Exercise description —
Exact copies of all the lines below are needed, without the pictures.

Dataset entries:
---+---

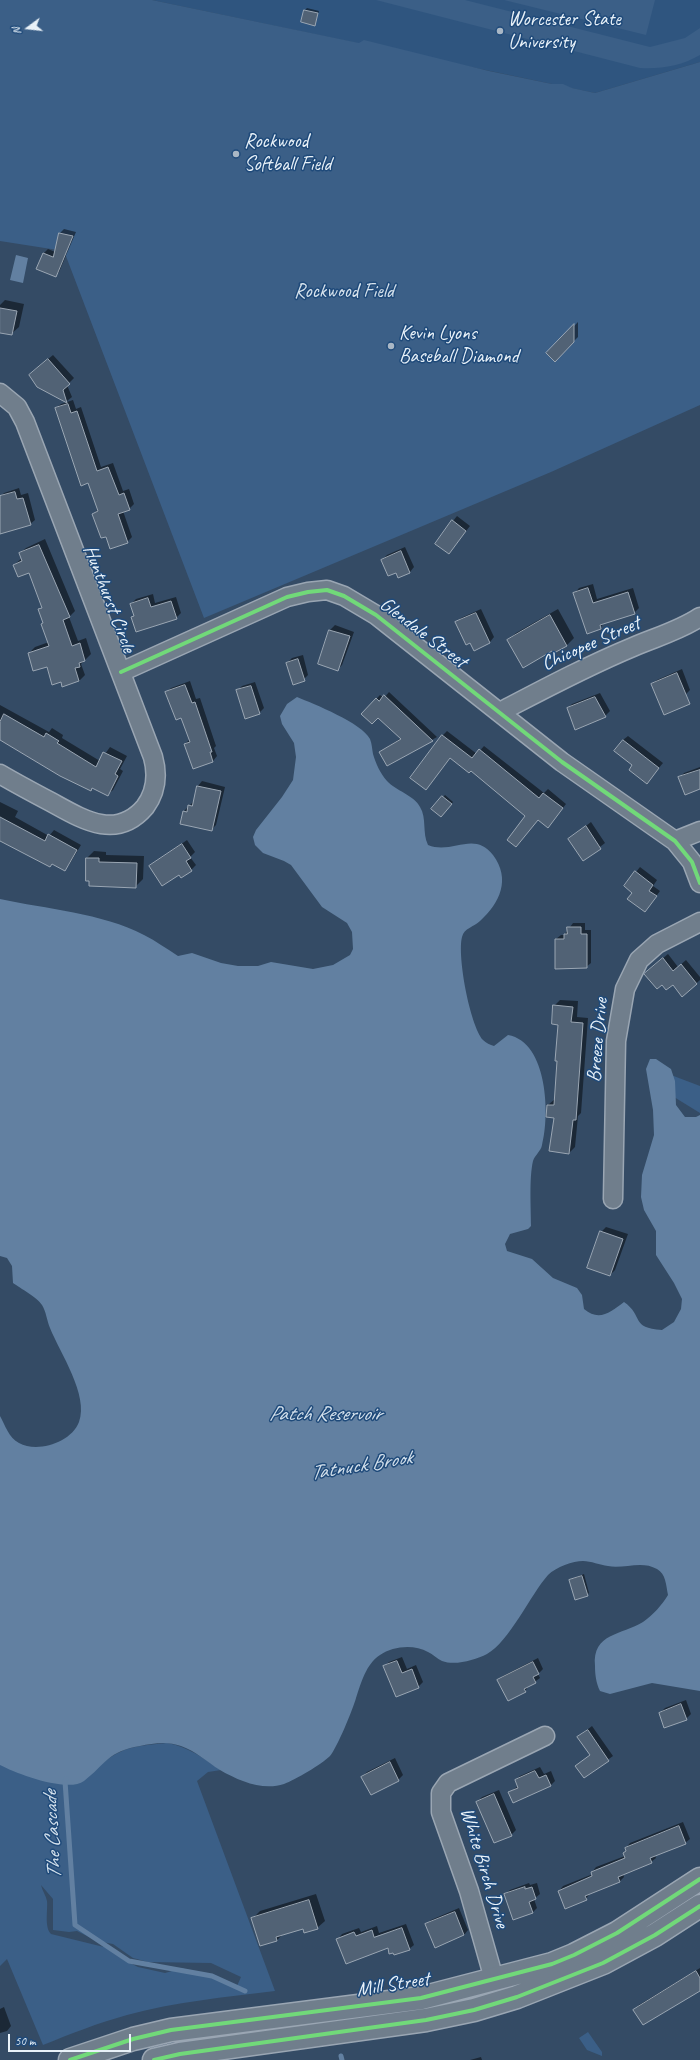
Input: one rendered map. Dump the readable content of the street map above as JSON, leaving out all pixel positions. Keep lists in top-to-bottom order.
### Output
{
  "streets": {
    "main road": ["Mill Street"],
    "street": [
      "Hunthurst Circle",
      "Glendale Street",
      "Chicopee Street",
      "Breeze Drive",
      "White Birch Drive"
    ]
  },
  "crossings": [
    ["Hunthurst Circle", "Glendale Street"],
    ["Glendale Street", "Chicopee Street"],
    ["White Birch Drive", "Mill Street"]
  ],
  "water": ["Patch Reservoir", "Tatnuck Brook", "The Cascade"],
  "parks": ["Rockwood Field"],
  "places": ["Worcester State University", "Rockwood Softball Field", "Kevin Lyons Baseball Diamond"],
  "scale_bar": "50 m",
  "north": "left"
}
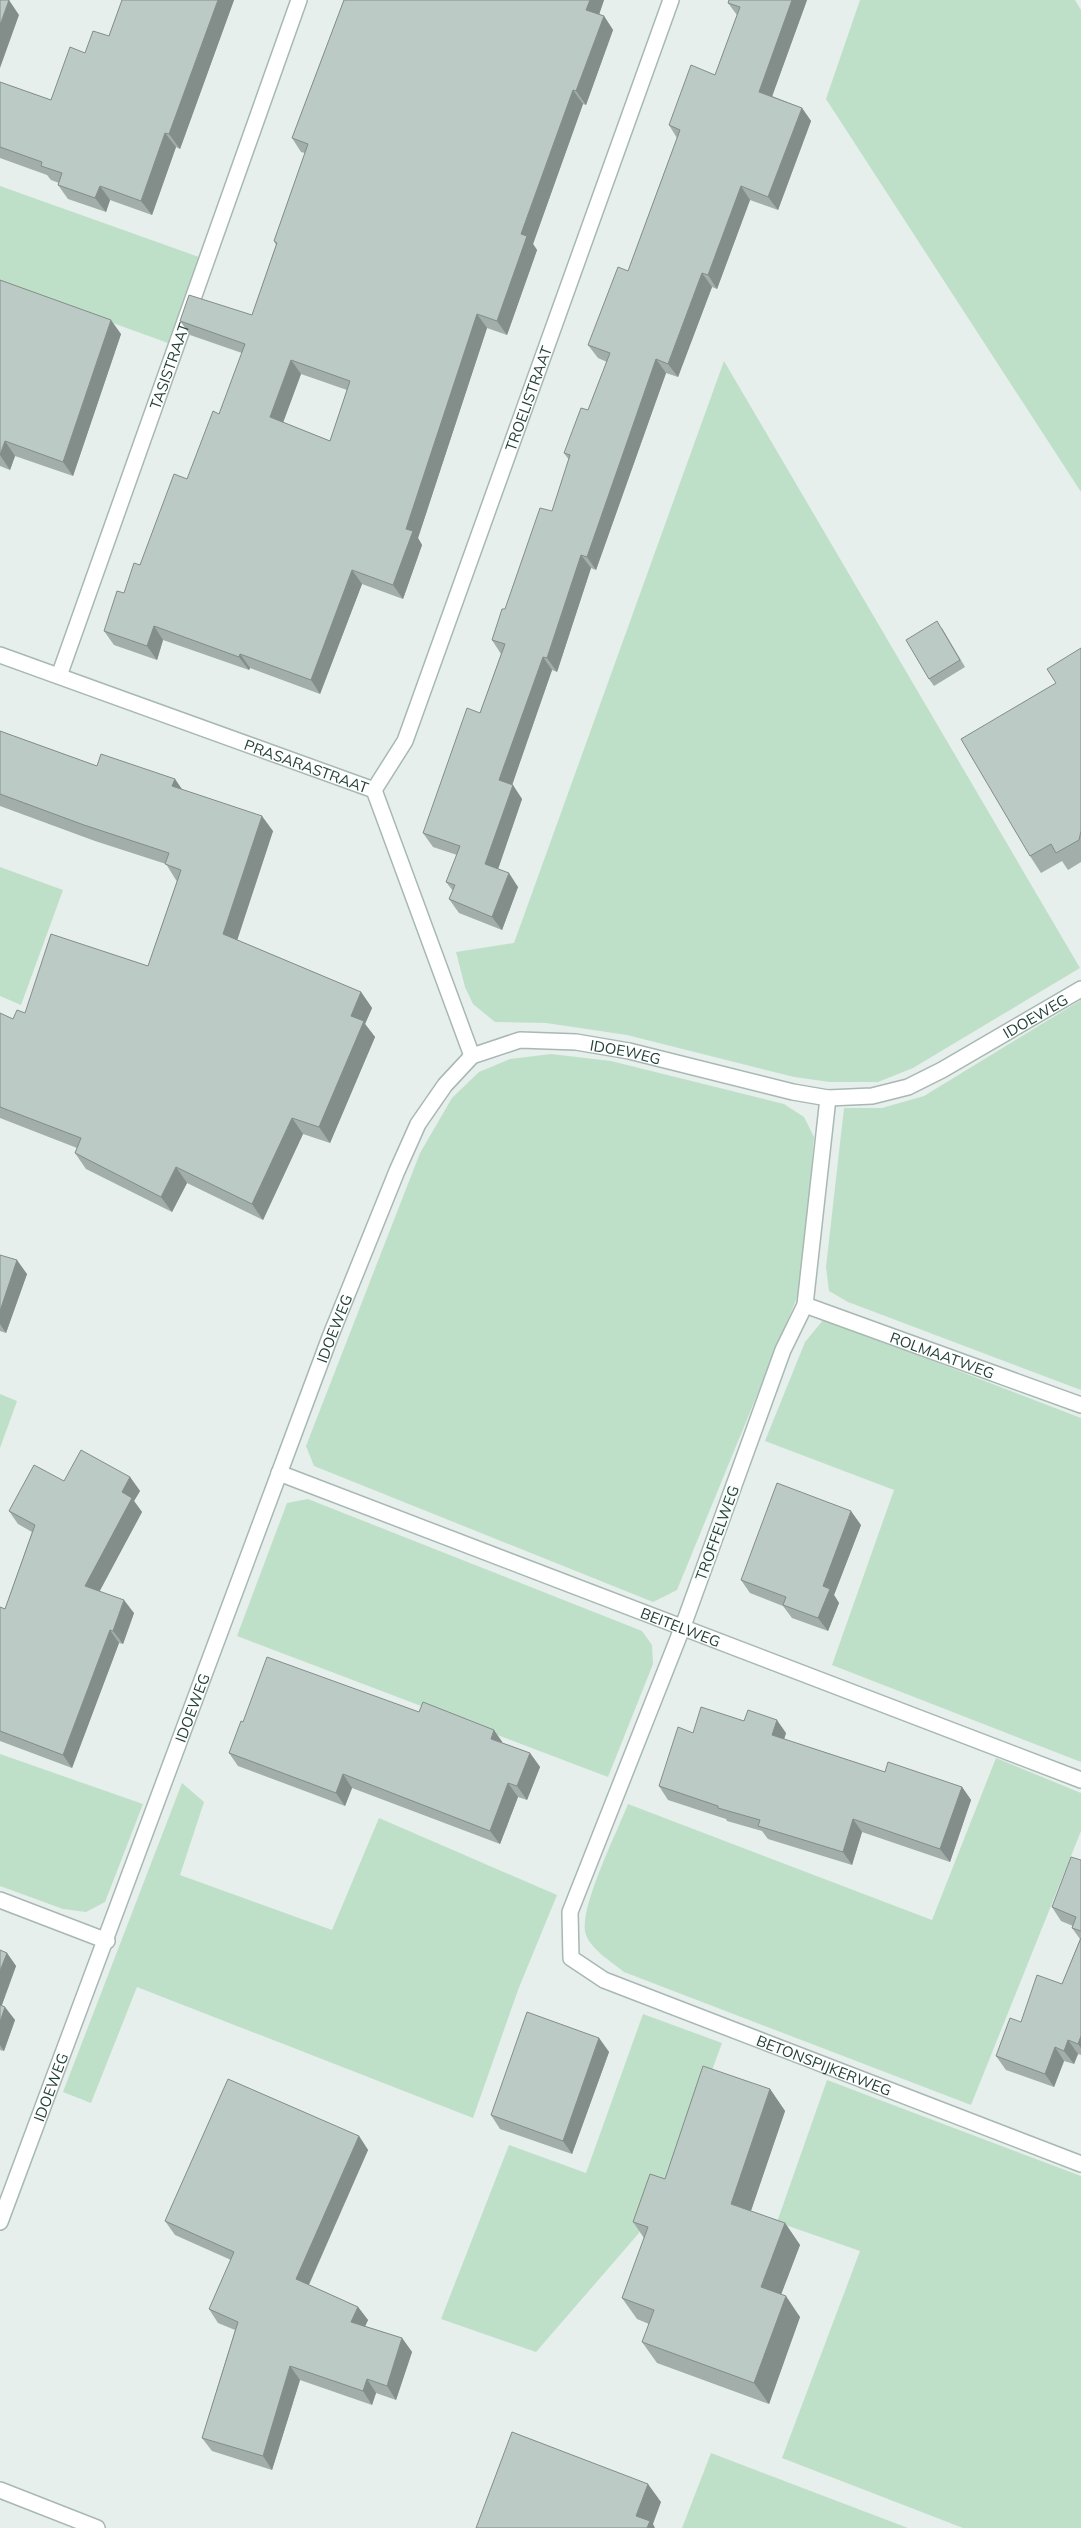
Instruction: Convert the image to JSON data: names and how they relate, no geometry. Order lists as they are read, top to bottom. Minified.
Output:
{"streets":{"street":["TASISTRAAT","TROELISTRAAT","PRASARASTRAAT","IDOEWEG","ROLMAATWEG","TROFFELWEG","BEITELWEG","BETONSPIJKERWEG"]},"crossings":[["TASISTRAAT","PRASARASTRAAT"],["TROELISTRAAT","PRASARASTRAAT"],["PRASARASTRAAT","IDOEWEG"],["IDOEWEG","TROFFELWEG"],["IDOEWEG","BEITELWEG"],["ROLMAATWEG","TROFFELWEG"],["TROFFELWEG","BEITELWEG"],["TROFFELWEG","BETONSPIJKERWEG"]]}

---+---

Solution for this exercise —
Input: one rendered map. Dump the readable content of the street map above as JSON, leaving out all pixel positions. Keep lists in top-to-bottom order.
### Output
{
  "streets": {
    "main road": ["Mill Street"],
    "street": [
      "Hunthurst Circle",
      "Glendale Street",
      "Chicopee Street",
      "Breeze Drive",
      "White Birch Drive"
    ]
  },
  "crossings": [
    ["Hunthurst Circle", "Glendale Street"],
    ["Glendale Street", "Chicopee Street"],
    ["White Birch Drive", "Mill Street"]
  ],
  "water": ["Patch Reservoir", "Tatnuck Brook", "The Cascade"],
  "parks": ["Rockwood Field"],
  "places": ["Worcester State University", "Rockwood Softball Field", "Kevin Lyons Baseball Diamond"],
  "scale_bar": "50 m",
  "north": "left"
}
Instruction: Convert the image to JSON data: names and how they relate, no geometry. Order lists as they are read, top to bottom. Minified.
Output:
{"streets":{"street":["TASISTRAAT","TROELISTRAAT","PRASARASTRAAT","IDOEWEG","ROLMAATWEG","TROFFELWEG","BEITELWEG","BETONSPIJKERWEG"]},"crossings":[["TASISTRAAT","PRASARASTRAAT"],["TROELISTRAAT","PRASARASTRAAT"],["PRASARASTRAAT","IDOEWEG"],["IDOEWEG","TROFFELWEG"],["IDOEWEG","BEITELWEG"],["ROLMAATWEG","TROFFELWEG"],["TROFFELWEG","BEITELWEG"],["TROFFELWEG","BETONSPIJKERWEG"]]}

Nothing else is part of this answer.